• **The problem**
Where the data below contains pictures, omit them; output the rest word for word.

• **Information provided**

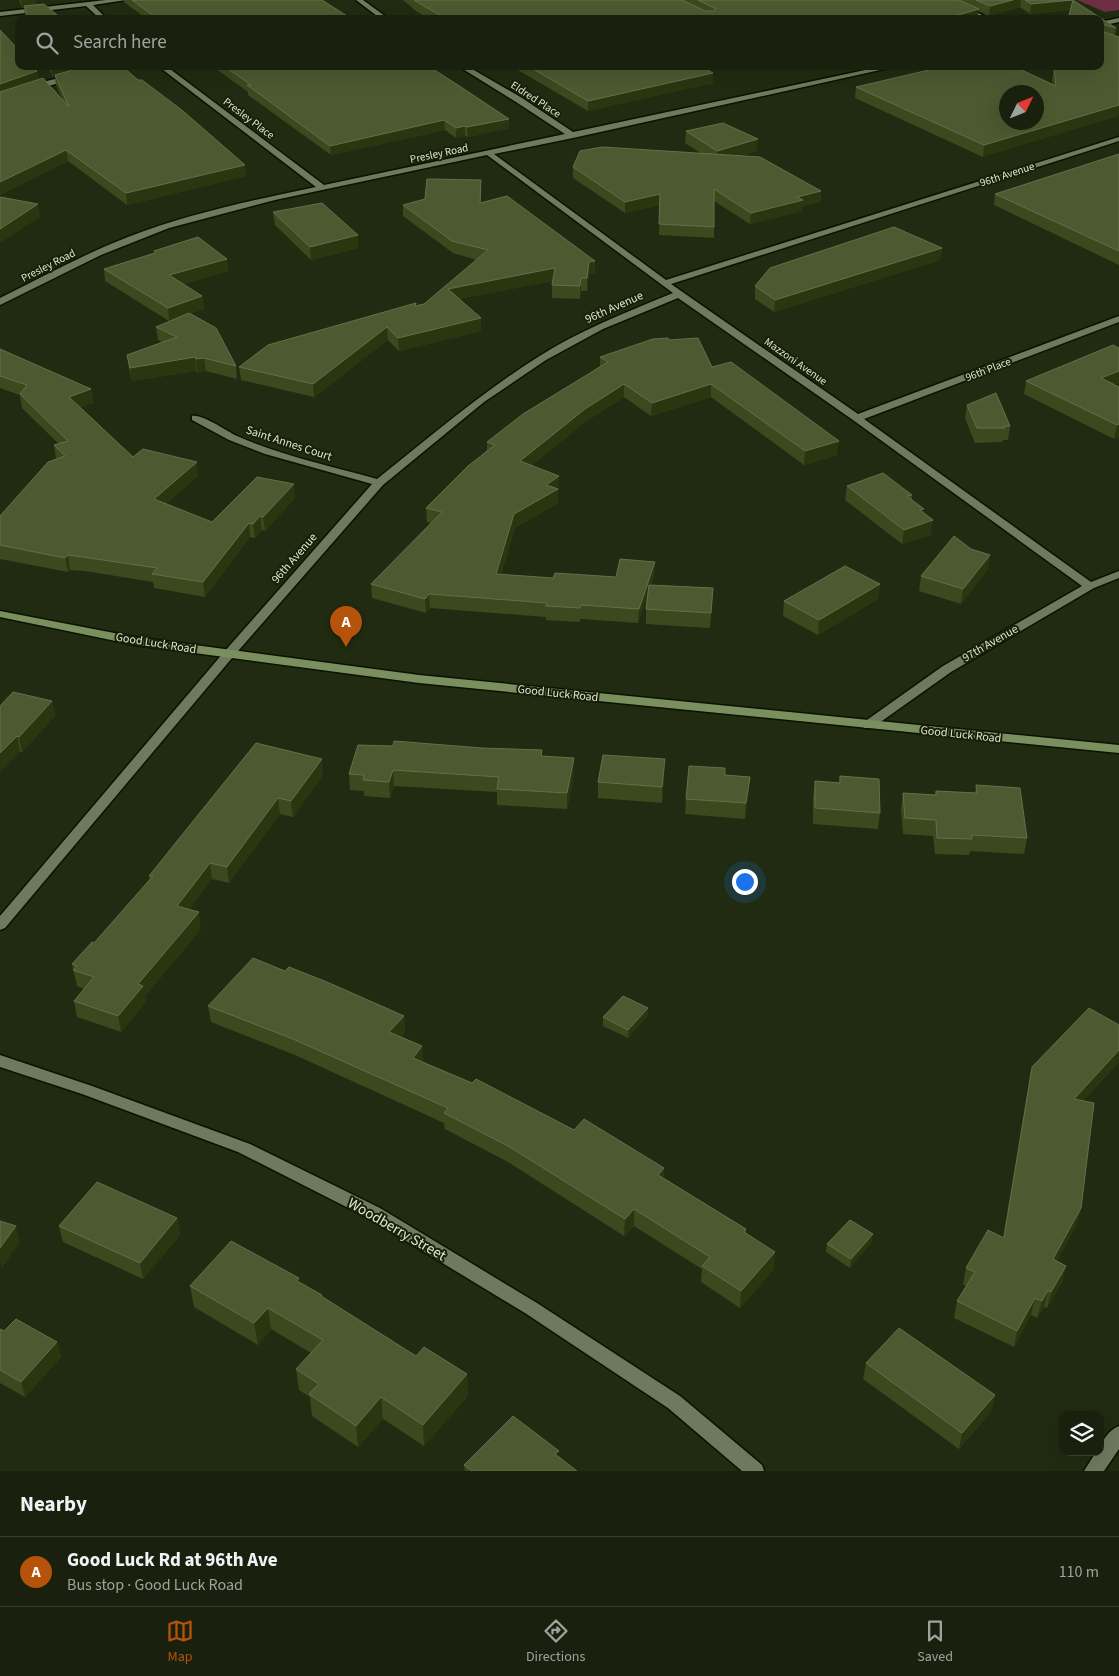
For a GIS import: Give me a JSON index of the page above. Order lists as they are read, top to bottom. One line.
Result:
{"streets":{"main road":["Good Luck Road"],"street":["Eldred Place","Presley Place","Presley Road","96th Avenue","Mazzoni Avenue","96th Place","Saint Annes Court","97th Avenue","Woodberry Street"]},"crossings":[["Eldred Place","Presley Road"],["Presley Place","Presley Road"],["Presley Road","Mazzoni Avenue"],["96th Avenue","Mazzoni Avenue"],["96th Avenue","Saint Annes Court"],["96th Avenue","Good Luck Road"],["Mazzoni Avenue","96th Place"],["Mazzoni Avenue","97th Avenue"],["Good Luck Road","97th Avenue"]],"north":"top right","page":{"search":"Search here","pins":"A","heading":"Nearby","list":[{"mark":"A","name":"Good Luck Rd at 96th Ave","note":"Bus stop · Good Luck Road","value":"110 m"}],"nav":["Map","Directions","Saved"]}}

• **Result of the task**
For a GIS import: Give me a JSON index of the page above. Order lists as they are read, top to bottom. One line.
Result:
{"streets":{"main road":["Good Luck Road"],"street":["Eldred Place","Presley Place","Presley Road","96th Avenue","Mazzoni Avenue","96th Place","Saint Annes Court","97th Avenue","Woodberry Street"]},"crossings":[["Eldred Place","Presley Road"],["Presley Place","Presley Road"],["Presley Road","Mazzoni Avenue"],["96th Avenue","Mazzoni Avenue"],["96th Avenue","Saint Annes Court"],["96th Avenue","Good Luck Road"],["Mazzoni Avenue","96th Place"],["Mazzoni Avenue","97th Avenue"],["Good Luck Road","97th Avenue"]],"north":"top right","page":{"search":"Search here","pins":"A","heading":"Nearby","list":[{"mark":"A","name":"Good Luck Rd at 96th Ave","note":"Bus stop · Good Luck Road","value":"110 m"}],"nav":["Map","Directions","Saved"]}}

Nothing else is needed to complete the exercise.